Resolved complex guest service issues and implemented service recovery protocols to maintain positive guest review ratings.
Supported hotel revenue planning through occupancy reporting and seasonal demand forecasting.
Front Office Manager
Harbor View Boutique Hotel – St. Petersburg, Florida
2012 – 2015
Supervised front desk operations including reservations, guest check in processes, and concierge services.
Managed a team of 18 front desk staff members while ensuring adherence to hospitality brand service standards.
Improved guest check in efficiency by implementing streamlined front desk procedures.
EDUCATION
Bachelor of Science in Hospitality Management
University of Central Florida – Orlando, Florida
PROFESSIONAL AFFILIATIONS
Hotel manager recruitment continues evolving as hospitality organizations prioritize operational efficiency and guest satisfaction performance.

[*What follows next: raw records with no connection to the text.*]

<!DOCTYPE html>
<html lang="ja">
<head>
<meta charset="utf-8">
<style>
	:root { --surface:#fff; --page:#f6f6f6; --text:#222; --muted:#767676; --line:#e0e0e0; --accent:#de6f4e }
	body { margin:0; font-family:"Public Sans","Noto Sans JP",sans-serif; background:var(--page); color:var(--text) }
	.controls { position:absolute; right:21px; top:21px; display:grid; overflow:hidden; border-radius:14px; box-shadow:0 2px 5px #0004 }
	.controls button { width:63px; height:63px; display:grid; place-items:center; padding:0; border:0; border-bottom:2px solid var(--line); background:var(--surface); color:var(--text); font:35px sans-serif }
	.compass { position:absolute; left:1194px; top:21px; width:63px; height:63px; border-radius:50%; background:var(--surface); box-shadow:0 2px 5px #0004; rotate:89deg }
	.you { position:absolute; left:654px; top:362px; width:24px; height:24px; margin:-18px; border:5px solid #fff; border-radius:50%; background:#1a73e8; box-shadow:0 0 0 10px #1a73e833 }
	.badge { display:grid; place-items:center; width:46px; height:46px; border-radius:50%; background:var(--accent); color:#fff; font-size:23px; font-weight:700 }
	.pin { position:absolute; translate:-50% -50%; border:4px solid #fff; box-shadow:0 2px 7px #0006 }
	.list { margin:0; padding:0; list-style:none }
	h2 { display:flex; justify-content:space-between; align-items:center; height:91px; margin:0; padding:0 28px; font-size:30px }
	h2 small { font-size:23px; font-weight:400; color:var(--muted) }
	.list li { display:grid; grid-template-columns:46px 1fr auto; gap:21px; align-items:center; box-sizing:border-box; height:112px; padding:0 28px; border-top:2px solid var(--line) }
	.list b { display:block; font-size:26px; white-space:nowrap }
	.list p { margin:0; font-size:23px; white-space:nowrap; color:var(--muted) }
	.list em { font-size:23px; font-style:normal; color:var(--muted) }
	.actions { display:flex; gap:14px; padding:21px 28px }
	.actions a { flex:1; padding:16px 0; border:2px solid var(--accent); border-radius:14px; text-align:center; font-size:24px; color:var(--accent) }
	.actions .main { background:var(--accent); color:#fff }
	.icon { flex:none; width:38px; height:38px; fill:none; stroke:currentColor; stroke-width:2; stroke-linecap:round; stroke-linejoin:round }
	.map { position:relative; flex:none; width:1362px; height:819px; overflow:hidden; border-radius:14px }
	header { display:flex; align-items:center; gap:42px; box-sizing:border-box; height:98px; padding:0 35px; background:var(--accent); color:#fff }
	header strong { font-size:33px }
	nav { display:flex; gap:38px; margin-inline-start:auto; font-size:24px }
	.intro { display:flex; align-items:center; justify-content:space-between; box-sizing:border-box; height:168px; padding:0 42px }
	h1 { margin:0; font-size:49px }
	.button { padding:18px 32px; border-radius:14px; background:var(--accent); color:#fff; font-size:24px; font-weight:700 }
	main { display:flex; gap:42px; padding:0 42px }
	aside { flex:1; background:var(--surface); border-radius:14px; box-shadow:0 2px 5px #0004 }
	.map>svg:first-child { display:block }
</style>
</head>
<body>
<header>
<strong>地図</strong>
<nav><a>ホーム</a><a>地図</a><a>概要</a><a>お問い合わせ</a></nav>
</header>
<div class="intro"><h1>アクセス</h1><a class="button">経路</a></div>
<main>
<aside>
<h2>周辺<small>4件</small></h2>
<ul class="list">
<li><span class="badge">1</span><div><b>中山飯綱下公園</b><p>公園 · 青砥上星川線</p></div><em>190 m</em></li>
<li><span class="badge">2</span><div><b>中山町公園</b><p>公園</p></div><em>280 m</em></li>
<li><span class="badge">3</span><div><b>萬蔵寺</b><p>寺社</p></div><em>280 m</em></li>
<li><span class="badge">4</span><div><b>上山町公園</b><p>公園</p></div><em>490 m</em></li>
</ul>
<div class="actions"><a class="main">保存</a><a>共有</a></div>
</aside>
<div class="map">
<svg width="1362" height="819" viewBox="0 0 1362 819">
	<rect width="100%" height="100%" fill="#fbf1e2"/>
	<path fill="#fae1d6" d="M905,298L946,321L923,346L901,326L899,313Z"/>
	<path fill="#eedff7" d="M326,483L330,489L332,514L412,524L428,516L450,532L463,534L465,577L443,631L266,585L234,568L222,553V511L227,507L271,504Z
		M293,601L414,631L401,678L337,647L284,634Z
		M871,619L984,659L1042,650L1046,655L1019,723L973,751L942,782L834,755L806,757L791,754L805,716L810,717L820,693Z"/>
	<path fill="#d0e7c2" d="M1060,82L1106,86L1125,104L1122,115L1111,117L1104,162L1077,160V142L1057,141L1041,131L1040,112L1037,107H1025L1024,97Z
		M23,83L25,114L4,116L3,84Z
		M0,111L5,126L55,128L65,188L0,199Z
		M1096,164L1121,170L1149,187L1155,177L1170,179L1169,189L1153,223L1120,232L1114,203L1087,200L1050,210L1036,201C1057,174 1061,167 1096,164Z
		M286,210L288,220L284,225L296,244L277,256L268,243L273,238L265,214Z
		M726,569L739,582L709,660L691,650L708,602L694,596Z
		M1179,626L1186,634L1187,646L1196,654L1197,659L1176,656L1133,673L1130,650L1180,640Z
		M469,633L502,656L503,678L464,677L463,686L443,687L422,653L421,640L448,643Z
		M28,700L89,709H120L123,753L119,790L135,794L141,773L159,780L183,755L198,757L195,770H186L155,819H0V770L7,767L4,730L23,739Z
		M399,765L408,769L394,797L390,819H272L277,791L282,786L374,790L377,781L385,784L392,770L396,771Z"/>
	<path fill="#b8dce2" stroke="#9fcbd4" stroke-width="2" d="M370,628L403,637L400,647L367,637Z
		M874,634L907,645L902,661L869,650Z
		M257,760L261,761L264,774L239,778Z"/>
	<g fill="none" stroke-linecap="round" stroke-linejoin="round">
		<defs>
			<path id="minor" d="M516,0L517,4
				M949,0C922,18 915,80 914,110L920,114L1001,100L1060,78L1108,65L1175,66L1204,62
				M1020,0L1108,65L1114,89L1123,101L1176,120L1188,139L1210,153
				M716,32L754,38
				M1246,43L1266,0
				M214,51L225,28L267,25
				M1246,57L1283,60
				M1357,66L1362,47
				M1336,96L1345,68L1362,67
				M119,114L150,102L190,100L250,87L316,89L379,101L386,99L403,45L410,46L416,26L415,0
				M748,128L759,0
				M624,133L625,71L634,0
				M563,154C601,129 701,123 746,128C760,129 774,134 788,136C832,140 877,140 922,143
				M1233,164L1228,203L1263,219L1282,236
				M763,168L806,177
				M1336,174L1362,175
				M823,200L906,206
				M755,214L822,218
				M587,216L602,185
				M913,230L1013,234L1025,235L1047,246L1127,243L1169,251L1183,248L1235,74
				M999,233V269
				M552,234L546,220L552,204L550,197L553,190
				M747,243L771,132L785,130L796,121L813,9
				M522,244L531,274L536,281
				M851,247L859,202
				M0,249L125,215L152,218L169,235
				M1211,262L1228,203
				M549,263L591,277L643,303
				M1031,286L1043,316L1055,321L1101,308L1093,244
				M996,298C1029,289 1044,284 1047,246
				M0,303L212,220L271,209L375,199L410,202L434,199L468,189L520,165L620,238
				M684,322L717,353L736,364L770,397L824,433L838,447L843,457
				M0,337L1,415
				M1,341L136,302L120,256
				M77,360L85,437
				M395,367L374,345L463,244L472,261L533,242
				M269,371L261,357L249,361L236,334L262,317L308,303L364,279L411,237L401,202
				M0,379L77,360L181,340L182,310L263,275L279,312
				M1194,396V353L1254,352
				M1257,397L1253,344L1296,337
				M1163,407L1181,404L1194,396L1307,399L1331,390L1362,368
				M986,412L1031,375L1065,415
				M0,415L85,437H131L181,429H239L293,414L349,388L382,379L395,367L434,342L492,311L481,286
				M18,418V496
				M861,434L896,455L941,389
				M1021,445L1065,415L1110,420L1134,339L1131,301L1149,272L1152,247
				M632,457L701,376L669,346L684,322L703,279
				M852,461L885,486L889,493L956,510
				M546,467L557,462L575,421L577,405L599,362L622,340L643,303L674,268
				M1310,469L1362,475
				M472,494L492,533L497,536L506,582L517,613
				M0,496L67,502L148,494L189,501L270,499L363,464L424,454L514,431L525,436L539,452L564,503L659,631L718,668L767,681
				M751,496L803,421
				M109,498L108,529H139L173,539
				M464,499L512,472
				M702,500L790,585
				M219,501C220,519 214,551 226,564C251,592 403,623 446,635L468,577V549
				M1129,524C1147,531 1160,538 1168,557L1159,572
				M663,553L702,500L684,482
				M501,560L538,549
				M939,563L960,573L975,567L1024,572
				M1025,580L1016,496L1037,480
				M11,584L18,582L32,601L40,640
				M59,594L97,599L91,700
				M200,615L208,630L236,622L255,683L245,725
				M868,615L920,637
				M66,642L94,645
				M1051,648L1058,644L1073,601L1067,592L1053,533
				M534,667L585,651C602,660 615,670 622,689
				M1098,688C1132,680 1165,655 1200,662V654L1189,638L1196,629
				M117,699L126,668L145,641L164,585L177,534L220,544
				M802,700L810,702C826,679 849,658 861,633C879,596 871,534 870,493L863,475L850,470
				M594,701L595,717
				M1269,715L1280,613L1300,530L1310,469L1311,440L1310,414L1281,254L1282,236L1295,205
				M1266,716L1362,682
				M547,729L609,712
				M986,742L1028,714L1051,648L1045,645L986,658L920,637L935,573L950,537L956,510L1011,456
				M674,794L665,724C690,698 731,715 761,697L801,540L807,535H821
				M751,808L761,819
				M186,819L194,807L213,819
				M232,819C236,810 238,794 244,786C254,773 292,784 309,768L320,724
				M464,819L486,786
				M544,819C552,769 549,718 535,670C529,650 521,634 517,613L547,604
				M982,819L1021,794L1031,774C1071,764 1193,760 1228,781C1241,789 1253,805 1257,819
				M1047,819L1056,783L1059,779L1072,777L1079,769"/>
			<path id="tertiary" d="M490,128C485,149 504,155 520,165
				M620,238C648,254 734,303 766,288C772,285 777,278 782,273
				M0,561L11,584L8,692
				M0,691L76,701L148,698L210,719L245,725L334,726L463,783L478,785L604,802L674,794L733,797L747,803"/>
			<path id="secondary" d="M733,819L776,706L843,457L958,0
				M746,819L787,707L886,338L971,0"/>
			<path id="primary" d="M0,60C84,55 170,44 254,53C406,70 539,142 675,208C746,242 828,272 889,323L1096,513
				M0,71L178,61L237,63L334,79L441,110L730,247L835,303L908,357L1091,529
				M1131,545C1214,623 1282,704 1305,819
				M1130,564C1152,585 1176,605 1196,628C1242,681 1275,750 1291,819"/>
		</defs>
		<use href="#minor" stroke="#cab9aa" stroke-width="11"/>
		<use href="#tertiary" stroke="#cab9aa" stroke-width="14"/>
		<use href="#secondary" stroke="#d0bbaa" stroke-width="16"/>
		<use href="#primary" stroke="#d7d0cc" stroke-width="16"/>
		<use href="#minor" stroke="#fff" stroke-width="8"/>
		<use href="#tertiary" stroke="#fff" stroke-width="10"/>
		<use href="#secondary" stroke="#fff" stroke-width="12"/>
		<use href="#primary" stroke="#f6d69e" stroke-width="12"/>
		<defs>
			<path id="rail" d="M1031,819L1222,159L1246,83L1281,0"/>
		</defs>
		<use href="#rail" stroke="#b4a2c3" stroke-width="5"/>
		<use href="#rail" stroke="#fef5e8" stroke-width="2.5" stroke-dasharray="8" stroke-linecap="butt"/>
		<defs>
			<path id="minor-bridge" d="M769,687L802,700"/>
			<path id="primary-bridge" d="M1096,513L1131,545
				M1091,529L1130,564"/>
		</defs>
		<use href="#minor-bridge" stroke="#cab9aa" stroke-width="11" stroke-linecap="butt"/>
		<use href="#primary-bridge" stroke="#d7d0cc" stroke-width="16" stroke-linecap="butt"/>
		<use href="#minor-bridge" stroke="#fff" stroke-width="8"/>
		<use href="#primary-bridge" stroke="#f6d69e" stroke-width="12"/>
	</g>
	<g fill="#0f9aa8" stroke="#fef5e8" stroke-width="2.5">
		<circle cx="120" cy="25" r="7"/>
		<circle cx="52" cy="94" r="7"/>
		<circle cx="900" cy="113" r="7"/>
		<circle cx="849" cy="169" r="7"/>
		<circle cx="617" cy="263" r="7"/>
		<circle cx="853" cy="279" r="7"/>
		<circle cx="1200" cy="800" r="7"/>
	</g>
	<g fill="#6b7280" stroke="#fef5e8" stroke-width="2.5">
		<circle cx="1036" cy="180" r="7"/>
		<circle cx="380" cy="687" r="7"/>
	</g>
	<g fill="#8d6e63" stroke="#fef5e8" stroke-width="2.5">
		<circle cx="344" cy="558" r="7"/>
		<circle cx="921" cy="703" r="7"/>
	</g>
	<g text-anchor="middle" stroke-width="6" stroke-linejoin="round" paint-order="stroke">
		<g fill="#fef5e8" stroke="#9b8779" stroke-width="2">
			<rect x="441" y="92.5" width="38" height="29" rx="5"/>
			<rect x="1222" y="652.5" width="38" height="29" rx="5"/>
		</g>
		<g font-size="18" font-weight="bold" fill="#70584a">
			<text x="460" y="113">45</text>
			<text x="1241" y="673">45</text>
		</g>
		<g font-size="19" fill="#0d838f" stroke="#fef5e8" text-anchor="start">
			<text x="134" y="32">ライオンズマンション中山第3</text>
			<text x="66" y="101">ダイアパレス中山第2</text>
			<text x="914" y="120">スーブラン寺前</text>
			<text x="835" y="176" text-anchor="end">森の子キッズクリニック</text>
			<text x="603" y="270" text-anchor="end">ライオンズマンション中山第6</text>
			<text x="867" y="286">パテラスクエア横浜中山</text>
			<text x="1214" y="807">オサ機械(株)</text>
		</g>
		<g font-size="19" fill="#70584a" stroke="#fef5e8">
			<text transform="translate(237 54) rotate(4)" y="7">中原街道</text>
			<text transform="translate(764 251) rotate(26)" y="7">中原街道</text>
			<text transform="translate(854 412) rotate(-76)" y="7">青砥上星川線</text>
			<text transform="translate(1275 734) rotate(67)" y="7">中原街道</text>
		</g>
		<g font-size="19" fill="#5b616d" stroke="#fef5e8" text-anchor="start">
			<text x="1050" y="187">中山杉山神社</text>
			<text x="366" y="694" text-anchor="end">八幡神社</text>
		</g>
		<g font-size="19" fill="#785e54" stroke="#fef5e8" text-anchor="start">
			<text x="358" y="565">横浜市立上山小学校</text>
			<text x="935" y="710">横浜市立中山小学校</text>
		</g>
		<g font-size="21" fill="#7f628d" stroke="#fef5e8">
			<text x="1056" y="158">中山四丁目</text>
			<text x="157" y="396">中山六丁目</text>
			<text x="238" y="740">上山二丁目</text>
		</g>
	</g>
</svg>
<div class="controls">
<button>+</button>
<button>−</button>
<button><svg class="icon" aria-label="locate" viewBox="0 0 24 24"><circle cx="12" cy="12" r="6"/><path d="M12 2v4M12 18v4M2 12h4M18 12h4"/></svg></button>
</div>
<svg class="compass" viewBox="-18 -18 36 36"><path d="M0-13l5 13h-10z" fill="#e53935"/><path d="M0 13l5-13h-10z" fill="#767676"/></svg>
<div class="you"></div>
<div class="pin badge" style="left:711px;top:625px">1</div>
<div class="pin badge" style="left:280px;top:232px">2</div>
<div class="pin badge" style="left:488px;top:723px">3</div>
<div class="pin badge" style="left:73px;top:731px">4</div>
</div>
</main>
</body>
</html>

Modern hotel management relies heavily on performance data. Recruiters increasingly value leaders who demonstrate measurable operational improvements such as occupancy growth or guest satisfaction increases.
Hotel management systems and property management platforms are central to modern hospitality operations. Managers familiar with PMS systems often receive stronger recruiter attention.
In competitive hospitality markets, hotels prioritize managers who can deliver exceptional guest experiences and maintain strong online reputation scores.
Hotel managers seeking stronger ATS visibility should apply several targeted strategies.
Operational scale signals leadership capability. Always mention property size, number of rooms, and team leadership scope.
Examples include:
Occupancy rate improvements
Guest satisfaction score increases
Revenue growth percentages
Staff retention improvements
Hospitality recruiters often use ATS keyword searches matching job descriptions. Incorporating similar terminology improves candidate visibility.